There is good news: Globally at least 41 vaccines are in human trials. Japan has agreed to supply deals with two pharmaceutical companies whose vaccines are in the final trial stage, Pfizer Inc. (US) and AstraZeneca PLC (UK), which could cost up to 670 billion yen in reserve funds. Once acquired, the government intends to offer vaccines to all residents free of charge, with priority given to the elderly and immunocompromised.

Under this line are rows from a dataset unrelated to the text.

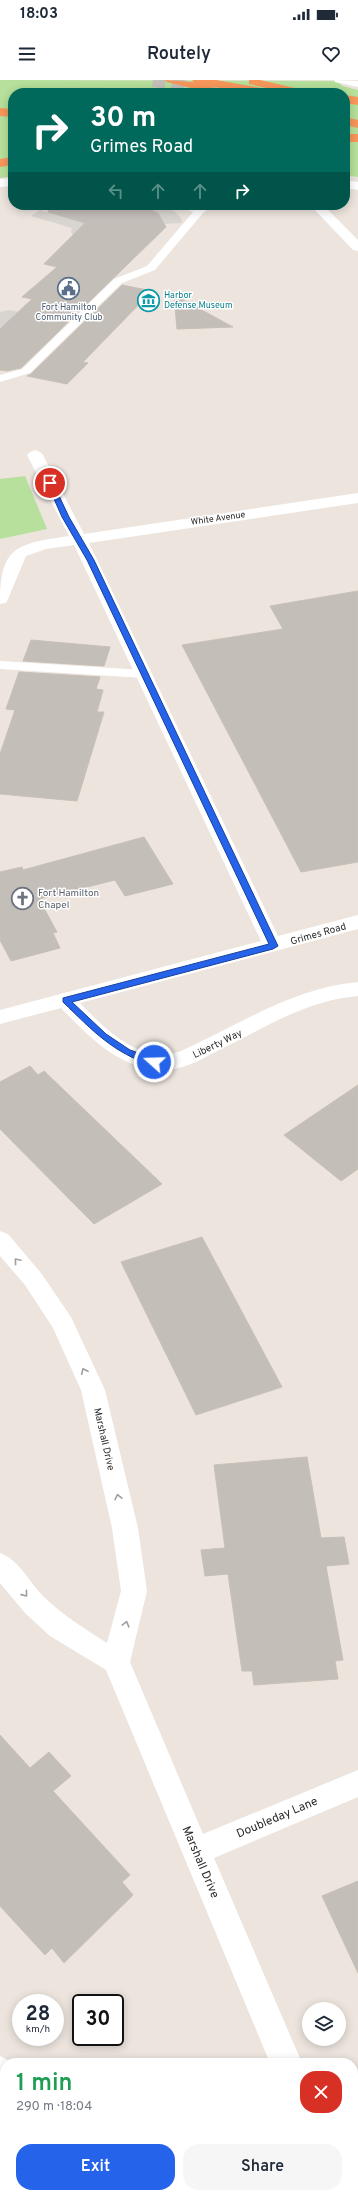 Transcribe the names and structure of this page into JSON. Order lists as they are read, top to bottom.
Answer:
{
  "streets": {
    "street": [
      "White Avenue",
      "Grimes Road",
      "Liberty Way",
      "Marshall Drive",
      "Doubleday Lane"
    ]
  },
  "crossings": [
    ["Grimes Road", "Liberty Way"],
    ["Marshall Drive", "Doubleday Lane"]
  ],
  "one_way": ["Marshall Drive"],
  "places": {
    "public building": ["Fort Hamilton Community Club"],
    "museum": ["Harbor Defense Museum"],
    "church": ["Fort Hamilton Chapel"]
  },
  "page": {
    "status": "18:03",
    "header": "Routely",
    "turn": ["30 m", "Grimes Road"],
    "speed": "28 km/h",
    "limit": "30",
    "heading": ["1 min", "290 m · 18:04"],
    "buttons": ["Exit", "Share"]
  }
}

In the hypothetical best-case scenario – we have a vaccine this year – it still doesn’t equate to an overnight fix. If a vaccine passes all trial phases, there aren’t going to be billions of dosages circulating the world the following morning. An estimated 12 to 15 billion dosages of the vaccine are necessary to immunize the global population – the current production capacity sits at 6.4 billion per year. And then there are matters of distribution, affordability, viral mutations and silencing anti-vaccers.

Rather than looking to 2021 as a fabled land of dreams, maybe it’s best to take stock of where we are now. I look at my home in Northern Ireland, on the brink of lockdown, my friend’s telling me “Christmas is canceled.” In Japan, I can do what I want. I feel safe. The fear and suspicion that pervaded the highstreets in spring have lifted, and positivity – or at least normality – has regained its foothold. In that respect at least, we’re sitting in a pretty good place.